Exercise objective: What lines in the data below mention the string "icon"? Copy them out.

[Stored items from a collection]
──────────
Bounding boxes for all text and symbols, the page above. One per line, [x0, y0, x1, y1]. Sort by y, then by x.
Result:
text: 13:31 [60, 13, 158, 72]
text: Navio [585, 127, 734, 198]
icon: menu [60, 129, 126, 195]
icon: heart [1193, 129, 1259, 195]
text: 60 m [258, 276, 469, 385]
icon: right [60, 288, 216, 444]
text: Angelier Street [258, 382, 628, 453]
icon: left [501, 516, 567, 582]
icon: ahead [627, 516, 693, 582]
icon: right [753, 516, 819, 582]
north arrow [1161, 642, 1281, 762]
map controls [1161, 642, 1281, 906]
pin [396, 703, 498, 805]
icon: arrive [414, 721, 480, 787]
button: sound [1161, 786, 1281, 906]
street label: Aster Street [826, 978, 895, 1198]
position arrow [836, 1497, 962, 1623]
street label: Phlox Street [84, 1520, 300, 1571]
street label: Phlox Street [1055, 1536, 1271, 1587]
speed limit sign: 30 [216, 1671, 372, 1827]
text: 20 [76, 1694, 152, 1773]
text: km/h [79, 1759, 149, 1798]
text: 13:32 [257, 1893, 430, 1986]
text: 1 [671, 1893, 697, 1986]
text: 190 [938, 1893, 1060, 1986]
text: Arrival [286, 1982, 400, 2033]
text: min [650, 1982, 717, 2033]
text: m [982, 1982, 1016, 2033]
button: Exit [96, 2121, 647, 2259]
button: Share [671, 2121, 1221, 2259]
──────────
Solution to this exercise:
icon: menu [60, 129, 126, 195]
icon: heart [1193, 129, 1259, 195]
icon: right [60, 288, 216, 444]
icon: left [501, 516, 567, 582]
icon: ahead [627, 516, 693, 582]
icon: right [753, 516, 819, 582]
icon: arrive [414, 721, 480, 787]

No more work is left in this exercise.